Estoy en lo que creo es una recuperación de las secuelas que he tenido durante tres años de una serie de ataques al cerebro de carácter isquémico, que es casi lo contrario de un derrame.

He hecho terapia física y lingüística y considero que estoy saliendo de ello. Ahora, esto —el premio— es un empujón fantástico.

¿Sigue gozando de la lectura y la escritura?

No puedo escribir, no puedo coordinar mucho. Lo que leo son los periódicos.

¿Cuándo supo que sería escritor?

Hasta los 20 años en realidad yo quería ser dibujante. Casi todos los cuadros que ve usted colgados aquí son míos. Aprendí a leer en kindergarden, porque tenía muchas ganas de leer las caricaturas dominicales, Pancho y Ramon, El príncipe valiente…

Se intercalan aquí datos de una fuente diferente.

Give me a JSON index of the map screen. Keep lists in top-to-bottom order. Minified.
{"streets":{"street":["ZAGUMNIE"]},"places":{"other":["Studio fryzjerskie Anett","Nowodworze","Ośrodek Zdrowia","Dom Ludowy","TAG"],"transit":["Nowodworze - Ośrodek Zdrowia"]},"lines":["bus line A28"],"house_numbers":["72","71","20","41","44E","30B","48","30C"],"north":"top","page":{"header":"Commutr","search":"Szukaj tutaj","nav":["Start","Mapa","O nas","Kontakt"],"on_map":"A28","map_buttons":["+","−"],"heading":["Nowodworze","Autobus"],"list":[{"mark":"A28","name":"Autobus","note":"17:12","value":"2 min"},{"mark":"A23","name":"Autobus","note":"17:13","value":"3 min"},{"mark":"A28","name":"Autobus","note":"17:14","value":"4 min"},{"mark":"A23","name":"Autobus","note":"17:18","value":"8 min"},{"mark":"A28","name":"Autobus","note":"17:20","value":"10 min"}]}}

El primer libro que me dieron mis padres fue Las mil y una noches. La edición censurada por supuesto, sin cosas tan divertidas como los incestos, la sodomía y todo eso. Eso me llenó la cabeza de fantasía.

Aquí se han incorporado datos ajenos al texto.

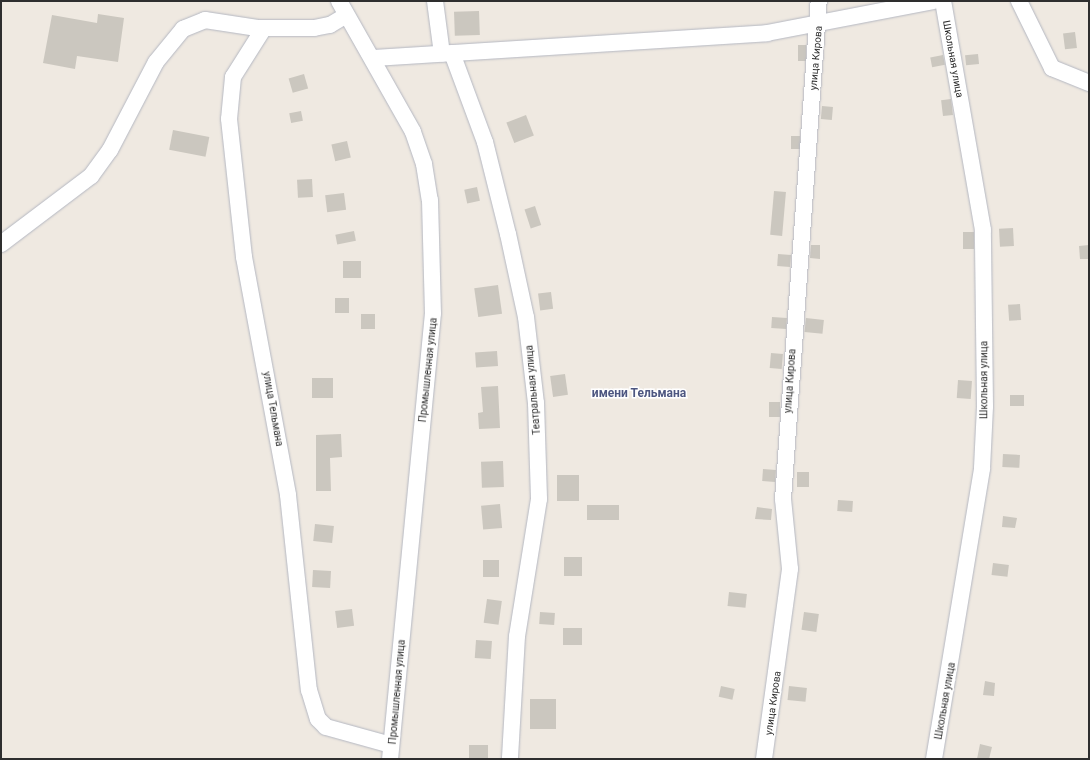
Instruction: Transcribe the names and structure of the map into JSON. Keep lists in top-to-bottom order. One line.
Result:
{"streets":{"street":["улица Кирова","Школьная улица","Промышленная улица","Театральная улица","улица Тельмана"]},"crossings":[["Промышленная улица","улица Тельмана"]],"districts":["имени Тельмана"]}
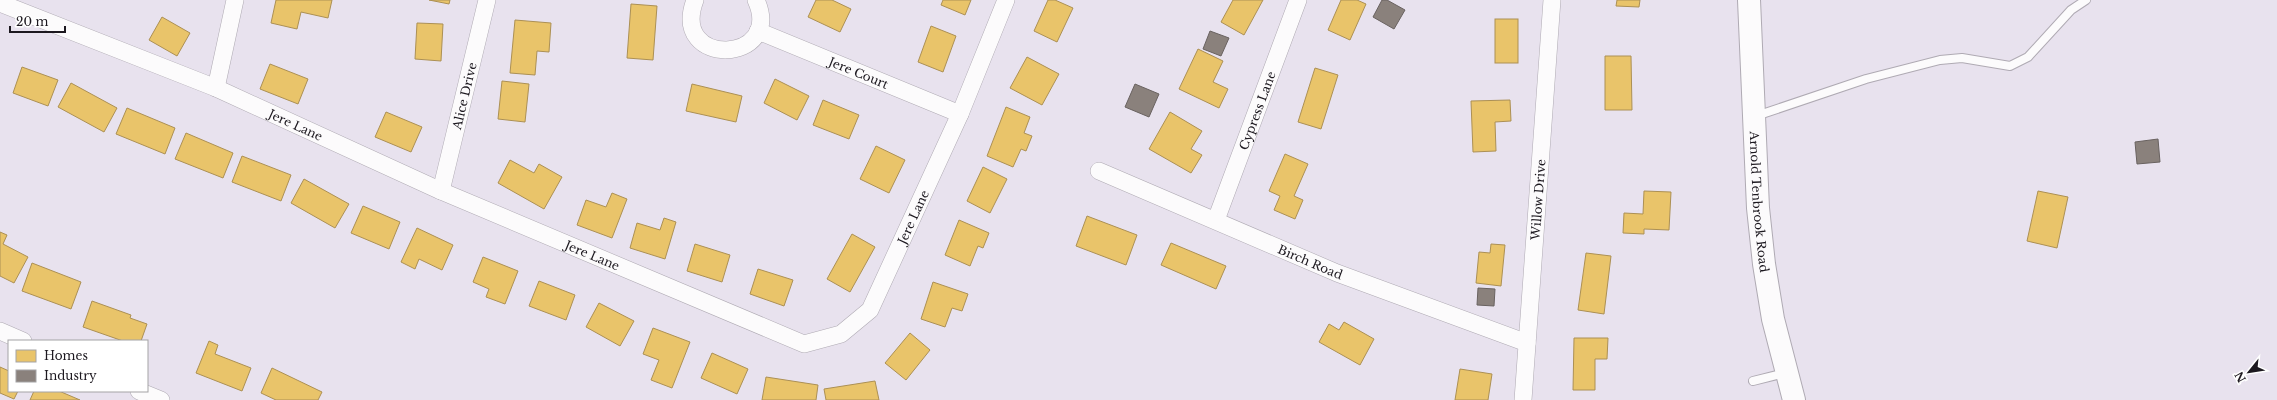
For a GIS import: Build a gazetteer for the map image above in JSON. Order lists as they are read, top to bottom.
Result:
{
  "streets": {
    "street": [
      "Jere Court",
      "Alice Drive",
      "Cypress Lane",
      "Jere Lane",
      "Willow Drive",
      "Arnold Tenbrook Road",
      "Birch Road"
    ]
  },
  "crossings": [
    ["Jere Court", "Jere Lane"],
    ["Alice Drive", "Jere Lane"],
    ["Cypress Lane", "Birch Road"],
    ["Willow Drive", "Birch Road"]
  ],
  "legend": ["Homes", "Industry"],
  "scale_bar": "20 m",
  "north": "bottom left"
}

Empecé a leer a los autores que leíamos en aquel entonces. Mucho a Salgari, a Dumas, a Eugenio Sue, Julio Verne, por supuesto. Como también leí El tesoro de la juventud, y lo leí completo, porque me prestaban tomo por tomo. Mi padre no lo podía comprar todo.

Leí la sección de poesía. Escribí un poema para mi madre cuando tenía 10 años. Es largo y muy cursi pero le tengo muchísimo cariño.

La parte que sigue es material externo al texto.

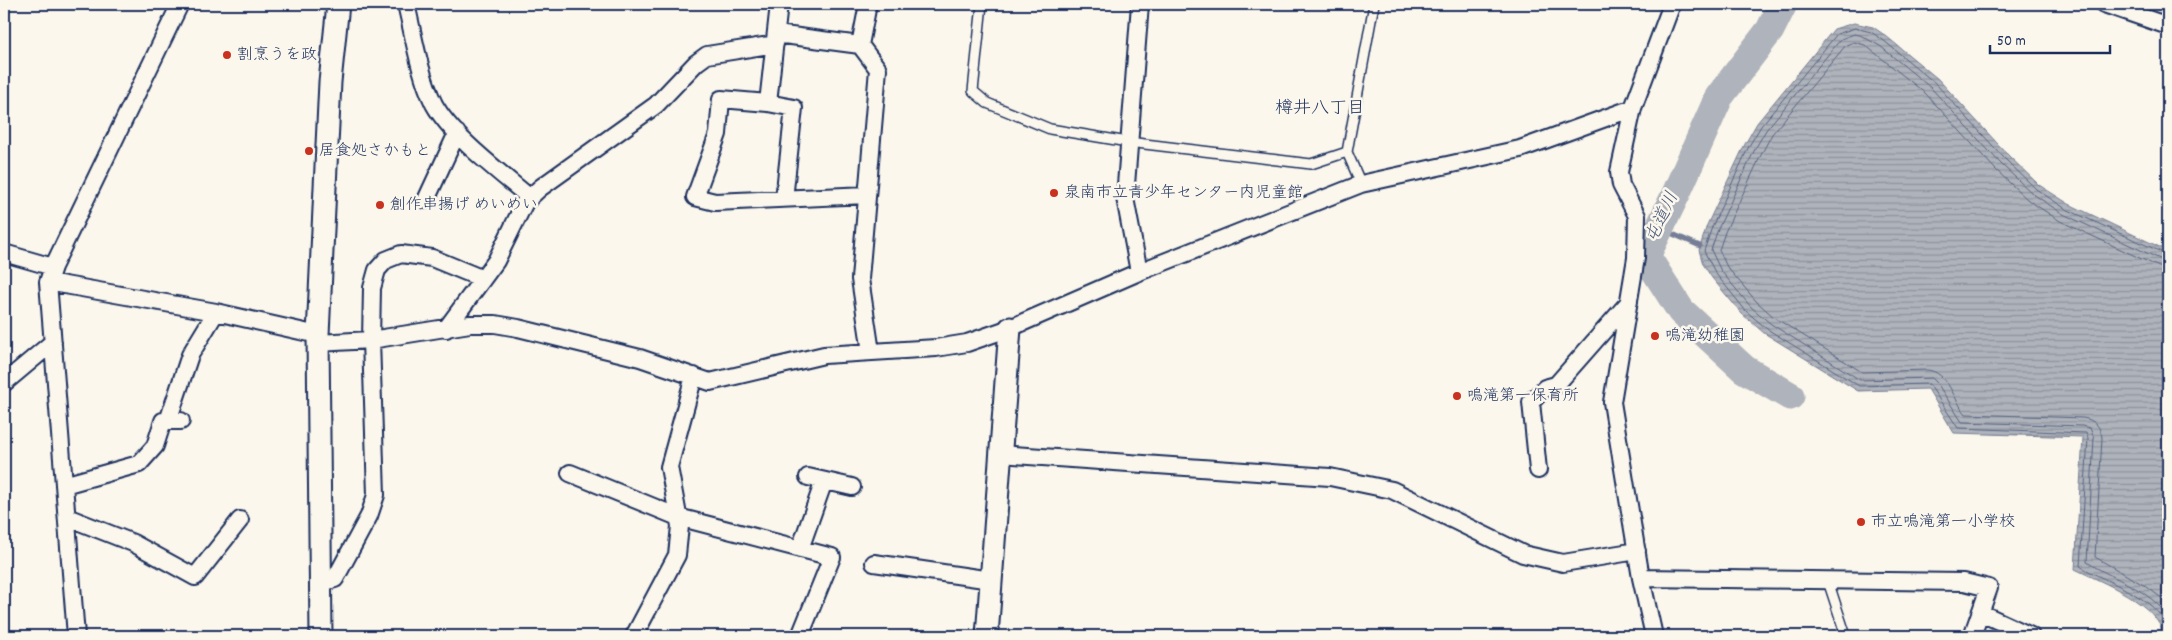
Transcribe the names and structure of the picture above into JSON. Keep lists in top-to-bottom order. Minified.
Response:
{"districts":["樽井八丁目"],"water":["屯道川"],"places":["割烹うを政","居食処さかもと","泉南市立青少年センター内児童館","創作串揚げ めいめい","鳴滝幼稚園","鳴滝第一保育所","市立鳴滝第一小学校"],"scale_bar":"50 m"}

El jurado del premio ha justificado el galardón porque considera que en el desarrollo de sus novelas usted ha aunado modernidad y tradición, como hizo Cervantes en su momento.

Cuando me han preguntado de mis influencias he nombrado a Faulkner, a Joyce, a Dos Pasos, a Flauvert, luego me preguntan por qué no has mencionado a los españoles. Porque no son influencias, los llevo en la sangre, les digo.

José Trigo es una novela de ambiciones desmesuradas, porque en ella trató de volcar todo lo que podía dar como escritor debido a que le habían diagnosticado un cáncer con apenas 30 años. ¿Cómo valora la novela ahora?

Se acaba de reeditar. Tiene tantos propósitos que se convirtió un poco en un despropósito.

¿Cuál cree que ha sido su secreto, la receta para rehacerse de tantos problemas de salud y seguir escribiendo y dedicándose al estudio?

No sé. Fumé 60 años, he bebido toda la vida. El único ejercicio que he hecho es de mandíbula. Sí —se corrige—, he hecho un poco de ejercicio.

¿En algún momento le paso por la cabeza escribir sus memorias?

De ninguna manera.

¿Qué faceta de su obra puede trascender más?

La humorística, tal vez.

¿Qué dosis considera que hay de inspiración o de don natural en un escritor y qué dosis de esfuerzo y sacrificio?

No podría dar el porcentaje. Pero diría fifty-fifty por lo pronto, cincuenta y cincuenta. Pero la documentación es la que sostiene a la imaginación.

Se reconoce ateo desde los 12 años. ¿Qué fue lo que le llevó a tomar esa decisión y a defender esa filosofía de vida?

No sé. Primero el regaño inmerecido de un padre, de un sacerdote y, después, la lógica que los Santos Reyes me llevaran mejores regalos a casa de mis padrinos que a mi propia casa.

Decían que con la fe se movían montañas, y un día de Reyes pasé toda la noche hincado hasta que me caí dormido, pidiéndoles una bicicleta que nunca llegó.

Novelista, poeta, dramaturgo, pintor, dibujante, diplomático, periodista… Se considera usted un hombre renacentista?

Parece que tengo algunos rasgos o soy subrenacentista.